Training data were evenly split into 5 parts that 4 parts were used to train a model of a certain hyperparameter, and the remaining one, also called validation set, was used to test the performance of this parameter. This process will conduct 5 times to gain 5 validation scores and the average score was used to evaluate the performance of the model. Data scientists usually call this method fivefold cross-validation which usually was used to select the best hyperparameter. 4 machine learning algorithms including LR, ANN, RF, and XGBoost were employed to fit the data, and all of these models have many hyperparameters that need to be specified as shown in Table 5. By applying grid search techniques, various kinds of parameters were searched automatically in Python and the best one was selected. Each model has its own best parameter. By comparing four models' performance, the best one, XGBoost, was picked up to be the final model of our study. We continued to fine-turn hyperparameters of XGBoost manually to obtain a better performance.

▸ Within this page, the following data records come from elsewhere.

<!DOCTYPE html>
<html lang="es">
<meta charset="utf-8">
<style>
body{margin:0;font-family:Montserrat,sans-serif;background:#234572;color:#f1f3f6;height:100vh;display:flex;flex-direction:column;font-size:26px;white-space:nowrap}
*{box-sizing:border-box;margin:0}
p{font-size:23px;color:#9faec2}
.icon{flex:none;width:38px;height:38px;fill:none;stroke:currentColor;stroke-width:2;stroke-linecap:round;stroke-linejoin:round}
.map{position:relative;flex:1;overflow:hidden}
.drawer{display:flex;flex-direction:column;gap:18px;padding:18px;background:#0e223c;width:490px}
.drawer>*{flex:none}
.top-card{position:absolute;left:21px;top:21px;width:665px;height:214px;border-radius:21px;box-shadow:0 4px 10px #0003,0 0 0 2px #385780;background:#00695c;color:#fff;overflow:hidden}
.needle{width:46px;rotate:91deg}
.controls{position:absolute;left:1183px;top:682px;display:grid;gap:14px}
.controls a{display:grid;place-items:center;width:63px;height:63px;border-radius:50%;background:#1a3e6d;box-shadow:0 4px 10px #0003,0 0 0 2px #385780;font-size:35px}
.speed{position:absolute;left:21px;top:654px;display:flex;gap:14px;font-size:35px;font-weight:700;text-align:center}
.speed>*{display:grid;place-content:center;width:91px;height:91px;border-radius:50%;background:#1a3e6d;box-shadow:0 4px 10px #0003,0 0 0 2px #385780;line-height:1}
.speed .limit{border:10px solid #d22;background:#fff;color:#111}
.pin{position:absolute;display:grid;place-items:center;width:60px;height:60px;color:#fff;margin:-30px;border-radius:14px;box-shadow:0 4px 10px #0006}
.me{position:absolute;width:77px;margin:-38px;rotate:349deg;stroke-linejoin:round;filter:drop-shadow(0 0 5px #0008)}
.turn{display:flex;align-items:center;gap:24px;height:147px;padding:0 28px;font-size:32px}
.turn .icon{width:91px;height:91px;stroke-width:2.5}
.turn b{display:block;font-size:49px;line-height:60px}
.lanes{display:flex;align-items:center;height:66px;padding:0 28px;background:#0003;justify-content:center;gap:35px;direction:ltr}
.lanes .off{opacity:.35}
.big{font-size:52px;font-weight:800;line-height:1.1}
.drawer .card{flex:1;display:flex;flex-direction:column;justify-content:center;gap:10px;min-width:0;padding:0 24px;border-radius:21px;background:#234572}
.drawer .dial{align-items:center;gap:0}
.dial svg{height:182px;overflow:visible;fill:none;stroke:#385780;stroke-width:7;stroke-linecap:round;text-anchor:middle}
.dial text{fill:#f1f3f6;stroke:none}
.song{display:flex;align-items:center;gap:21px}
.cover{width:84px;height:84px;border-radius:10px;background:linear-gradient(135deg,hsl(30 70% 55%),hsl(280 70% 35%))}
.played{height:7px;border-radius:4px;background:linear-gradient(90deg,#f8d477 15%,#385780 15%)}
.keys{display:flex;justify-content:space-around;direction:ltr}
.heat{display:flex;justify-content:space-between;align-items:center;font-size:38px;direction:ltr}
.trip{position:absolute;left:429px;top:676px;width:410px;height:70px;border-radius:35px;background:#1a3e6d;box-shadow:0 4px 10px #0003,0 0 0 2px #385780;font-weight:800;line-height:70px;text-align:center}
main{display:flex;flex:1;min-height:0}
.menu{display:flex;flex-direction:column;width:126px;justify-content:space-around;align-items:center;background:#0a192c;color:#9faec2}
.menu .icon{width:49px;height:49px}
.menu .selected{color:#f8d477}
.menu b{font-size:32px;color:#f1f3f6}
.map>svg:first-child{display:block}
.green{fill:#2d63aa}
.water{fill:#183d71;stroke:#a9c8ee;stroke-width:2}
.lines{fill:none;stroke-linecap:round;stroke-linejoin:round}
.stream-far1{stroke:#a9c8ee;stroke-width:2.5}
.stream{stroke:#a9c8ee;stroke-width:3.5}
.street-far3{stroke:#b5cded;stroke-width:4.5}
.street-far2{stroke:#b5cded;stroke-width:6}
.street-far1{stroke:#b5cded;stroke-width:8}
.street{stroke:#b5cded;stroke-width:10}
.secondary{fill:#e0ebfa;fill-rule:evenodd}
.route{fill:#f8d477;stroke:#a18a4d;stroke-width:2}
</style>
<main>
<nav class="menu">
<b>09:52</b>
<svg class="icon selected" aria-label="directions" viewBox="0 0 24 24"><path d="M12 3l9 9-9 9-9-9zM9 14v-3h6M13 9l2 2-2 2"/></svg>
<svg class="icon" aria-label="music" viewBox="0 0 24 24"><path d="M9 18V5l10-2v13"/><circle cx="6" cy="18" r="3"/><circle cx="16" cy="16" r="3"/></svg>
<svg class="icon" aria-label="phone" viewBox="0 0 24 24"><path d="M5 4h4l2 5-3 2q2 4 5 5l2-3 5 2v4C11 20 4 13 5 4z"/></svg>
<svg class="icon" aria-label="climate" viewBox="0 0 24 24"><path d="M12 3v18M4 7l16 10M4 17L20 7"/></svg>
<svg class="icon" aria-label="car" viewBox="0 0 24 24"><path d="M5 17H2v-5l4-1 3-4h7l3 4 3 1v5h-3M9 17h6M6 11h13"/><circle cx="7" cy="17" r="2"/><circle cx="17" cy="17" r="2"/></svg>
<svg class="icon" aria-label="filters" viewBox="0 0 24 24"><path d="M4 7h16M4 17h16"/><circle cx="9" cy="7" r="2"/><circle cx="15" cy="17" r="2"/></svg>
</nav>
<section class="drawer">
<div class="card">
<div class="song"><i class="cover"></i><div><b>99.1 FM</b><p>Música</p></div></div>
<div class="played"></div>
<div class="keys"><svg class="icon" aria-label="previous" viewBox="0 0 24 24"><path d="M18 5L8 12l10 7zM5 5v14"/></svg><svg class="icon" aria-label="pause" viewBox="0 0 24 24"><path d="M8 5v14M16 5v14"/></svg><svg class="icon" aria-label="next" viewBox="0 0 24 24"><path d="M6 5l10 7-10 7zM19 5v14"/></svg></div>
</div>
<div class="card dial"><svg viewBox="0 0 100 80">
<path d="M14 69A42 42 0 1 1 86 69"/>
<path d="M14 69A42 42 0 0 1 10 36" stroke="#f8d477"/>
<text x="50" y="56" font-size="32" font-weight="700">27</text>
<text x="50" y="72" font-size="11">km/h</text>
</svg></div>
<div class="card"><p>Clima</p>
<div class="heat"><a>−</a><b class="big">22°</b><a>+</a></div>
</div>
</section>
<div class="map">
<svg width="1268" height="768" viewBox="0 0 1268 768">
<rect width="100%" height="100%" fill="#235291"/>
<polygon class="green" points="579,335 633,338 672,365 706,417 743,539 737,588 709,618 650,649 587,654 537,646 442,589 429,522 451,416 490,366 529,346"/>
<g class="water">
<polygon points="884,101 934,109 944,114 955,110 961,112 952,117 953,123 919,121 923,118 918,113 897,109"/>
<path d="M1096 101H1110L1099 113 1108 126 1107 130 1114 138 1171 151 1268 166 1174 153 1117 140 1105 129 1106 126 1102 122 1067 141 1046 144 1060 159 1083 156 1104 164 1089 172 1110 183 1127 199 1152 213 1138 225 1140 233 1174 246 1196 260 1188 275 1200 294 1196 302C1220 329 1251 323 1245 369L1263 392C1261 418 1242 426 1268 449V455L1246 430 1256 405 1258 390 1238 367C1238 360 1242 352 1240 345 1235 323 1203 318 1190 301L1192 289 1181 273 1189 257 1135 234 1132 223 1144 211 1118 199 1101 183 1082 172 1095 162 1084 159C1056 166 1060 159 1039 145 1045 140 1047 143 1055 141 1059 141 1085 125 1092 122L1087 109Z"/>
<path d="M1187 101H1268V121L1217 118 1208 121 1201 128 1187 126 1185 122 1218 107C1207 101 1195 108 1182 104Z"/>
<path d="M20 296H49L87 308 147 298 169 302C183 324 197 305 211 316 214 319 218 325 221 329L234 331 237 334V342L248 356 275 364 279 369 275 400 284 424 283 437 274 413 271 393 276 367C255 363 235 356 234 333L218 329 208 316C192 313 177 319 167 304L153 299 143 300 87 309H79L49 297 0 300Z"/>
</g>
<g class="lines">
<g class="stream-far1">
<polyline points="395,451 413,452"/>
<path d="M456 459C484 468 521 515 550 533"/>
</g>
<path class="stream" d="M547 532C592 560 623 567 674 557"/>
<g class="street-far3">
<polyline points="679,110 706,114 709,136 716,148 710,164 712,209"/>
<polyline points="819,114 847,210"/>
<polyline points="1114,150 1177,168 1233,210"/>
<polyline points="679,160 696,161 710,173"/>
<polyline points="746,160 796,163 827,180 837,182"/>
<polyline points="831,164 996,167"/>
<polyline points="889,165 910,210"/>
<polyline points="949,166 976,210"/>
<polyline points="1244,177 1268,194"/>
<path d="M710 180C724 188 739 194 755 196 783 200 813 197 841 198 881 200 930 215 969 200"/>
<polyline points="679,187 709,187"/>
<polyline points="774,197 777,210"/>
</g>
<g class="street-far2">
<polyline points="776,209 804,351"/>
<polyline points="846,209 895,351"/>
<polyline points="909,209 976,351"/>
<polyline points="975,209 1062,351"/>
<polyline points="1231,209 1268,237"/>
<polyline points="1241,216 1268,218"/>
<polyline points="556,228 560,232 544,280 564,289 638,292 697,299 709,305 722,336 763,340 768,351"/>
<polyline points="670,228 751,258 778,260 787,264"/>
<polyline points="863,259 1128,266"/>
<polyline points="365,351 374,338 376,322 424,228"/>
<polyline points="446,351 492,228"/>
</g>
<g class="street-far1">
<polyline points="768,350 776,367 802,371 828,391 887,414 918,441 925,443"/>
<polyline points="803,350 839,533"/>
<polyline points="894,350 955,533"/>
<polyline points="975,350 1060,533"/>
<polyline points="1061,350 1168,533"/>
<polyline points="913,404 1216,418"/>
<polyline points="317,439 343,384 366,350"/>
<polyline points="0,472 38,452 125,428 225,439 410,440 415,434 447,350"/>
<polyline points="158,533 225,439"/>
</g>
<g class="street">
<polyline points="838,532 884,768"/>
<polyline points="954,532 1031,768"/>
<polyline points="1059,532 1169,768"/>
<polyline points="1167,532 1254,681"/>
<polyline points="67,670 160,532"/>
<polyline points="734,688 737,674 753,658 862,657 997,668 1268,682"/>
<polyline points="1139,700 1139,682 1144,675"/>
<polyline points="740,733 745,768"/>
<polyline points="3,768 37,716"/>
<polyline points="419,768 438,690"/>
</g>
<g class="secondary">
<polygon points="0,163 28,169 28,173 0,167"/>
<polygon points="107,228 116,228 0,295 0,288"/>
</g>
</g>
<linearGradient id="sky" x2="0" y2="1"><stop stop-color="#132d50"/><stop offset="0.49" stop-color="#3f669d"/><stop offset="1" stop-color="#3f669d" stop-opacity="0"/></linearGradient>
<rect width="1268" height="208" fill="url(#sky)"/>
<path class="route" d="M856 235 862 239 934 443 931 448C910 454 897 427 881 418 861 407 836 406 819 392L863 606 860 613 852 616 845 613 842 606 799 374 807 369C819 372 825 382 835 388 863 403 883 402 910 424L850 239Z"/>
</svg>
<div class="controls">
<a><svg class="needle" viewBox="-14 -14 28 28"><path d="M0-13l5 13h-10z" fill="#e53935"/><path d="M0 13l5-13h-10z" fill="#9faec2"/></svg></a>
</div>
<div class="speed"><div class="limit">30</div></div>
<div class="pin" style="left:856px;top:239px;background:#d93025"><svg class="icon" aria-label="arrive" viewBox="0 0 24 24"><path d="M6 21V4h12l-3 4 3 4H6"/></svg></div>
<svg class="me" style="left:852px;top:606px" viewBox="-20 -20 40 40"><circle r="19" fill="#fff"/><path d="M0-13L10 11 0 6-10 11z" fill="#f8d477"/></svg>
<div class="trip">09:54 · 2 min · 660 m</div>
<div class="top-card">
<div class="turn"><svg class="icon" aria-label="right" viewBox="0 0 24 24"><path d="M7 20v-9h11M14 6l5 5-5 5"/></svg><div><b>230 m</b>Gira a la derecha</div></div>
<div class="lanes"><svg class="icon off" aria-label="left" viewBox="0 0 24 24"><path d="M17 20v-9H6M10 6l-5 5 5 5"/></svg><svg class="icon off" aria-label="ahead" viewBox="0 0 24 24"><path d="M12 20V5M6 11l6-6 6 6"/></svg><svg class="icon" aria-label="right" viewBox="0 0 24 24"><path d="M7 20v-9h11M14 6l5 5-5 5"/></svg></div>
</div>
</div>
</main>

Table 5 Candidate parameters for grid search and fine-tune of parameters.

It will overestimate the model performance if just using the validation set and its score to evaluate the model, and because of that, test data, divided at the beginning, will be utilized to obtain a final score whose results were presented in Table 3. Besides, decision curve analysis was also applied to evaluate the model as shown in Fig. 2. All machine learning experiments were conducted on Python (version 3.7.8).